Tu me croyais muette ? Eh bien, je ne le suis plus. Dom Juan m’a laissé sa voix en héritage. Pour qu’elle continue de vivre après lui. Elle est un peu trop masculine à mon gré mais, que veux-tu, je lui dois cette consolation. Et puis, avec le temps, je réussirai peut-être à la rendre plus mélodieuse22.

Le mythe donjuanesque témoigne-t-il donc ici d’une résistance à un complet changement de genre ?

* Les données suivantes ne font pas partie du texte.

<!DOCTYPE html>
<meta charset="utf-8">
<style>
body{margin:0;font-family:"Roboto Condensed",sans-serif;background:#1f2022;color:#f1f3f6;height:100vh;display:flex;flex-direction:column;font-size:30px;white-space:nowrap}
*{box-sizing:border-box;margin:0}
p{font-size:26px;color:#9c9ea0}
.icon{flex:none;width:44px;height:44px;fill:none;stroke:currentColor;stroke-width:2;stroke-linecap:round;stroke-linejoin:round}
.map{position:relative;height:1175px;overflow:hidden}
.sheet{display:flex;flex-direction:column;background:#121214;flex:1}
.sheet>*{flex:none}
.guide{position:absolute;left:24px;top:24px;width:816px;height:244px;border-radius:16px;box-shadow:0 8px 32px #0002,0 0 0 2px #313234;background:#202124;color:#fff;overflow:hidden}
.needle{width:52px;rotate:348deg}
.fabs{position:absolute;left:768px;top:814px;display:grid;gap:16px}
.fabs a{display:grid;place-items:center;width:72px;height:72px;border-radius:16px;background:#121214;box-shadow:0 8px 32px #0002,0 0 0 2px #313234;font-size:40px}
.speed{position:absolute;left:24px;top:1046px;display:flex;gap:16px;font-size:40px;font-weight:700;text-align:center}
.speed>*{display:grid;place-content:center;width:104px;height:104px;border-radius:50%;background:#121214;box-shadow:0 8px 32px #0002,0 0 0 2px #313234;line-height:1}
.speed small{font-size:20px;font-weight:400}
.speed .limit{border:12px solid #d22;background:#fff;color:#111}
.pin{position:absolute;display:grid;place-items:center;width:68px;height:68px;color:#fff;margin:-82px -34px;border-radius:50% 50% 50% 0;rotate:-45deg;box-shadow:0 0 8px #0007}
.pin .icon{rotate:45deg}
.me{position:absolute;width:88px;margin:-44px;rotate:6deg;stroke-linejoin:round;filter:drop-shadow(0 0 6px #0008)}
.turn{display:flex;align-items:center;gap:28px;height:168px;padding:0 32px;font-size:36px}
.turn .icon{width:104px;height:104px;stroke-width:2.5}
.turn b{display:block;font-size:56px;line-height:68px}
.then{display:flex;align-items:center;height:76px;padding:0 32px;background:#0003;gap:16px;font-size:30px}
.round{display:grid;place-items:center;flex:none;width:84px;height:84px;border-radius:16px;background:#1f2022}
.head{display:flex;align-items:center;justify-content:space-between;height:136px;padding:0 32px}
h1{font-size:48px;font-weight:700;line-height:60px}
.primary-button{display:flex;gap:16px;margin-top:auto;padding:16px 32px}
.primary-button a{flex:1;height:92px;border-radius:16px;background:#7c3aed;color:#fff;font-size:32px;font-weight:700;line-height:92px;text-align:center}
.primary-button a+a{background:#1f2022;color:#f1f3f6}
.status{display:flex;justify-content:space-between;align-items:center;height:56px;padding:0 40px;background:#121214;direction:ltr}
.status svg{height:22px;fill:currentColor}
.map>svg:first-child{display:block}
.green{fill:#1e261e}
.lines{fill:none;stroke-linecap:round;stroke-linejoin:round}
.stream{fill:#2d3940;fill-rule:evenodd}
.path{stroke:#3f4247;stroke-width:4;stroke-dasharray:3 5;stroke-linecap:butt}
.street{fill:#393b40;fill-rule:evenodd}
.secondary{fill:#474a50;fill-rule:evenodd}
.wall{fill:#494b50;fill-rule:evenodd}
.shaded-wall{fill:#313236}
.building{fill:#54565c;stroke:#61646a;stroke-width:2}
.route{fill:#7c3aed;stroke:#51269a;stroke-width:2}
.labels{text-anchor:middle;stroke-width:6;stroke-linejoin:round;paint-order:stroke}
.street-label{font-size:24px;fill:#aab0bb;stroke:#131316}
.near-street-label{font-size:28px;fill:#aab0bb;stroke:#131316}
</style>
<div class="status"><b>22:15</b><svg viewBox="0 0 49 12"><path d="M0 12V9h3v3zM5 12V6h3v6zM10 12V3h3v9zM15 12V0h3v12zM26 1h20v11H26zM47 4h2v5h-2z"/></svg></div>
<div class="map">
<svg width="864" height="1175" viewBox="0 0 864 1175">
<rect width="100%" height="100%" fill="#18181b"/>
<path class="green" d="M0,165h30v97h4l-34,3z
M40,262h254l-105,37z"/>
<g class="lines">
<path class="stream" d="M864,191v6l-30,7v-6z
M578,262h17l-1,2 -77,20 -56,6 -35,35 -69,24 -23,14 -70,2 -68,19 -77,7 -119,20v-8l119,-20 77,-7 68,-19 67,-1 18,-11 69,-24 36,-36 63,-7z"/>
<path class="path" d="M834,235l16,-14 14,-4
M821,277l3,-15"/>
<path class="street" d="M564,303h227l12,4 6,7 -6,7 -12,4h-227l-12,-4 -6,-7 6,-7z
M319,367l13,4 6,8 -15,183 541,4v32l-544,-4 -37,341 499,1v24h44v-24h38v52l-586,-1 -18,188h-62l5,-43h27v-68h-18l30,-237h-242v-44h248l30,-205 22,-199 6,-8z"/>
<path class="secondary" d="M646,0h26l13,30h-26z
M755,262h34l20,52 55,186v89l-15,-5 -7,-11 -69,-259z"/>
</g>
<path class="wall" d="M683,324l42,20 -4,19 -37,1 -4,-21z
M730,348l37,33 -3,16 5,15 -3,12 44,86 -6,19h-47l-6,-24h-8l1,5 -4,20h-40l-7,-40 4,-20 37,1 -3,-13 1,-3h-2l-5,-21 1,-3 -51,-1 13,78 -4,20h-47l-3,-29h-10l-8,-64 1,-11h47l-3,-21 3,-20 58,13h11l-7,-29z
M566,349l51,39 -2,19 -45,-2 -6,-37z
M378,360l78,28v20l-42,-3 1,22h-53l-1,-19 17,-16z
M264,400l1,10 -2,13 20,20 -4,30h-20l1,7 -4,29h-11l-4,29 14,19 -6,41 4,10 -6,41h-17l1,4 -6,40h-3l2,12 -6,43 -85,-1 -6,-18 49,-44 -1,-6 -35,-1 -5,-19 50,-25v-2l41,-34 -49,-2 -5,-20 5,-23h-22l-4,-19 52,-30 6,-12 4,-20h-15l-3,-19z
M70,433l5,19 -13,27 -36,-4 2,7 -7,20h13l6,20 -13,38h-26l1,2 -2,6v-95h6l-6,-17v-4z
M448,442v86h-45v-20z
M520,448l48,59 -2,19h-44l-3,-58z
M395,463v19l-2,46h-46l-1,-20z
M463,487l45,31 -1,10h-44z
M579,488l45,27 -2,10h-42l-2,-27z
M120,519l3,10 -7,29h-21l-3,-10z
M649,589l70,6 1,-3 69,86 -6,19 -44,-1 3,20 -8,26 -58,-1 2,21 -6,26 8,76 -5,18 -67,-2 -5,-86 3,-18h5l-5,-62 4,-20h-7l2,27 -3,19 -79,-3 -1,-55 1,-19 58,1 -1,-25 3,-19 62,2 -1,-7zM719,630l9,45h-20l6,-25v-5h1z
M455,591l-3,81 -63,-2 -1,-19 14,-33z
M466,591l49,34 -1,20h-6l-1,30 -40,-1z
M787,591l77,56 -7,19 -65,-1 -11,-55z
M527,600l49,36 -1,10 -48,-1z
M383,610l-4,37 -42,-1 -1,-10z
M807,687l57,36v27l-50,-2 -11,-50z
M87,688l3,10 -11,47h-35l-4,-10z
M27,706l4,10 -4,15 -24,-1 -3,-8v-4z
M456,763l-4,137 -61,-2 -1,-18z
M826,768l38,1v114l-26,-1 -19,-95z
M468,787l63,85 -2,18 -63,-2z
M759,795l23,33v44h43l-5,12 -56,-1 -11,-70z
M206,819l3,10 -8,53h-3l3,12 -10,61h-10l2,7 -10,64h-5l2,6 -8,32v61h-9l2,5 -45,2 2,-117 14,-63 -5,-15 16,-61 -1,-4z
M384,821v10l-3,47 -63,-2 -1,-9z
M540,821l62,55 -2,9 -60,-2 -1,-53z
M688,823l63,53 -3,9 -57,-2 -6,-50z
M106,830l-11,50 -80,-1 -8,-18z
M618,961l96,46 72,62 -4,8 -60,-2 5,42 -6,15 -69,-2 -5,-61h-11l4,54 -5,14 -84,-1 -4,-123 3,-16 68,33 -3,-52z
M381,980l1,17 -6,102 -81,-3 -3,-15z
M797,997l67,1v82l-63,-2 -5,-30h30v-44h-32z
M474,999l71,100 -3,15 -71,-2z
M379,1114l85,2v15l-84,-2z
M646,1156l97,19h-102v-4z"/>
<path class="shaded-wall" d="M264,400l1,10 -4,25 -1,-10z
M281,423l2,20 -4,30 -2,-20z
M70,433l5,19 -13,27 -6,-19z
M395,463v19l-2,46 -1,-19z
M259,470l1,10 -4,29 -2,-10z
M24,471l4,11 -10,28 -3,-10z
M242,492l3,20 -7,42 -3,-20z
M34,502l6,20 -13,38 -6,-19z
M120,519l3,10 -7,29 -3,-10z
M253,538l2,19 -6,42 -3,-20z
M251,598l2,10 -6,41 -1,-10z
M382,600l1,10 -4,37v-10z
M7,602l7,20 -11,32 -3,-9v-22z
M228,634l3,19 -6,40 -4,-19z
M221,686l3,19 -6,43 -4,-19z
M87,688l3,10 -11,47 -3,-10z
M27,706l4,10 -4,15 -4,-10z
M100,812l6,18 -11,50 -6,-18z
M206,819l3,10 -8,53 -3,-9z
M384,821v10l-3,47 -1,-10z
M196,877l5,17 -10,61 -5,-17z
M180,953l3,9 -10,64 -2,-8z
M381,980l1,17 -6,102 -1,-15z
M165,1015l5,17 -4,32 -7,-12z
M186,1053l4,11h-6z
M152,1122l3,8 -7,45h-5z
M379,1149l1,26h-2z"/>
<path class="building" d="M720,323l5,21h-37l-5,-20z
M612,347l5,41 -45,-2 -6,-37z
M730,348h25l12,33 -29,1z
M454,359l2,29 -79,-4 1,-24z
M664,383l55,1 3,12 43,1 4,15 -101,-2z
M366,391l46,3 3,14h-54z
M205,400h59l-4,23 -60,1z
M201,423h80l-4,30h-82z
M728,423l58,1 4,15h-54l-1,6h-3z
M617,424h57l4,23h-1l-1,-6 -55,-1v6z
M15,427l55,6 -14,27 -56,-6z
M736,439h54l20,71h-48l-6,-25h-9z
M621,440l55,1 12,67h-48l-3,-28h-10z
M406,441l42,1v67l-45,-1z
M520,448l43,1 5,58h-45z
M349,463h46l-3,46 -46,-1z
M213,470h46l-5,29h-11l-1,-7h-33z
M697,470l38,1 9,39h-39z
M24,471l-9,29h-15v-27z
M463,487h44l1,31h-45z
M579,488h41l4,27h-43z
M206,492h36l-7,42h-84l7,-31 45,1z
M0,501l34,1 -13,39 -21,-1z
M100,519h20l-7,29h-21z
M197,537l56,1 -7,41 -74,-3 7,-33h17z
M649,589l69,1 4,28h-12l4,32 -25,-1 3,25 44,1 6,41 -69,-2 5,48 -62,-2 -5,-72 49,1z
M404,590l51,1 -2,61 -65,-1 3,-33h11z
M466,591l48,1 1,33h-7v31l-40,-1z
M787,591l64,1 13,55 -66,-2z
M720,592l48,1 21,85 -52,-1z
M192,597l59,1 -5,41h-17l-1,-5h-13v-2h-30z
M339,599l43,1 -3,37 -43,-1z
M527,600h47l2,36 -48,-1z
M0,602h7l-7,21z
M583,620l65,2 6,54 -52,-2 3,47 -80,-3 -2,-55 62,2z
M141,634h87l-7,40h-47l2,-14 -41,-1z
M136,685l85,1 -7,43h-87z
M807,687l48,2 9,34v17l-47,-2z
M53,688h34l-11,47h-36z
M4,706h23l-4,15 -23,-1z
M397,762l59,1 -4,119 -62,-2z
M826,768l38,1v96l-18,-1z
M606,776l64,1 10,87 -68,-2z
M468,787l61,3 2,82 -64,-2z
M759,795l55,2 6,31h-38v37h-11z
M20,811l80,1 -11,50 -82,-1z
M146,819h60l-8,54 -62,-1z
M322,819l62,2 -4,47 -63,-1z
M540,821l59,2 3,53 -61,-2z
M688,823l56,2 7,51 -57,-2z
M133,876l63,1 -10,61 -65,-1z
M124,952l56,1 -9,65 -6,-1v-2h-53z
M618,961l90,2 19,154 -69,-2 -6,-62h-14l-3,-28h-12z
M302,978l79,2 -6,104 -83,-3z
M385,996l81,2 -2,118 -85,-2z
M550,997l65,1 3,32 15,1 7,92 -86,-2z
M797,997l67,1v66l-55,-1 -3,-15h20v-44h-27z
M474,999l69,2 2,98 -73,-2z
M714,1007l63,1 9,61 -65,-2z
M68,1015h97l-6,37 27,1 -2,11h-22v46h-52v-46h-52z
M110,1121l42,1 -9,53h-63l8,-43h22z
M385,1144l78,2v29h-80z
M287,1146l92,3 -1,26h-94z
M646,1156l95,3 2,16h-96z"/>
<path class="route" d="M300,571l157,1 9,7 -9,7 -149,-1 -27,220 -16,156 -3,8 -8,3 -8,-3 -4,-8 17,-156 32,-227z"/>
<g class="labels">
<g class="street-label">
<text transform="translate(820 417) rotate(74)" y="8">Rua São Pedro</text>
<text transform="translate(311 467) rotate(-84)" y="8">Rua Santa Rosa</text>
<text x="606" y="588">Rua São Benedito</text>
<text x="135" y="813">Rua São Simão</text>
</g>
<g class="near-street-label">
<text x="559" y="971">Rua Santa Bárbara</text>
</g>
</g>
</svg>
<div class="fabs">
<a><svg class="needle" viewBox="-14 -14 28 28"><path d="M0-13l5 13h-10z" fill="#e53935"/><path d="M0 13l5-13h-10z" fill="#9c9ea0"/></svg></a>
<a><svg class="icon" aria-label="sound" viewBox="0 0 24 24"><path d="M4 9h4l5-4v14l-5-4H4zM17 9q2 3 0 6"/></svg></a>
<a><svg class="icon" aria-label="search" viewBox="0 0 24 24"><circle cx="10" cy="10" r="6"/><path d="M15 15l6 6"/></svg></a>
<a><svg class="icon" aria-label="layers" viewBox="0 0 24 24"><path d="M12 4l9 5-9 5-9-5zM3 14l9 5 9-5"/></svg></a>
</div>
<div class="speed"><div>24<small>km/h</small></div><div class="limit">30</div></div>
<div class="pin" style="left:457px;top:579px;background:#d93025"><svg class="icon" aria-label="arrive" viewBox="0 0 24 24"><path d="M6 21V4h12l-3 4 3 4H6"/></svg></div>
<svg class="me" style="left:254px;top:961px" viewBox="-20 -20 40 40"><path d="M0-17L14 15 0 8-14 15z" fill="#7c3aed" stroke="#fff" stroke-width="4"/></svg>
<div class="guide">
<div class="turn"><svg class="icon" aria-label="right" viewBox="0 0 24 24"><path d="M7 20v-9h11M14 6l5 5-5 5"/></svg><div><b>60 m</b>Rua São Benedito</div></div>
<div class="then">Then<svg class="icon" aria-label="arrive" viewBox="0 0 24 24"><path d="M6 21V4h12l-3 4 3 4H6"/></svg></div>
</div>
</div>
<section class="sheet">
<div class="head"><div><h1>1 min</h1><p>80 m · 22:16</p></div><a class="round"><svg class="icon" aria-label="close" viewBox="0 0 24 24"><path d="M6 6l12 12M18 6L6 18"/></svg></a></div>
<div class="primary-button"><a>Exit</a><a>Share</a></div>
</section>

1. 2. Représentations fictionnelles du genre comme claustration

Les considérations sur le vêtement féminin et sur les expériences de travestissement sont une autre occasion de réfléchir aux enjeux du changement de genre du héros mythique et de véhiculer certaines représentations de genre. Le roman de Roger Fairelle confronte ainsi Don Juan à la nécessité de revêtir un habit féminin. Ce dernier éprouve « un étrange malaise à se sentir vêtu en femme » et le narrateur insiste sur ces réticences : « C’était la première fois que cela lui arrivait. Au cours de ses aventures, il avait déjà usé de déguisements divers, mais jamais du costume féminin23. » Ce n’est donc pas le fait de se déguiser qui provoque le malaise du héros mais bien le changement de genre.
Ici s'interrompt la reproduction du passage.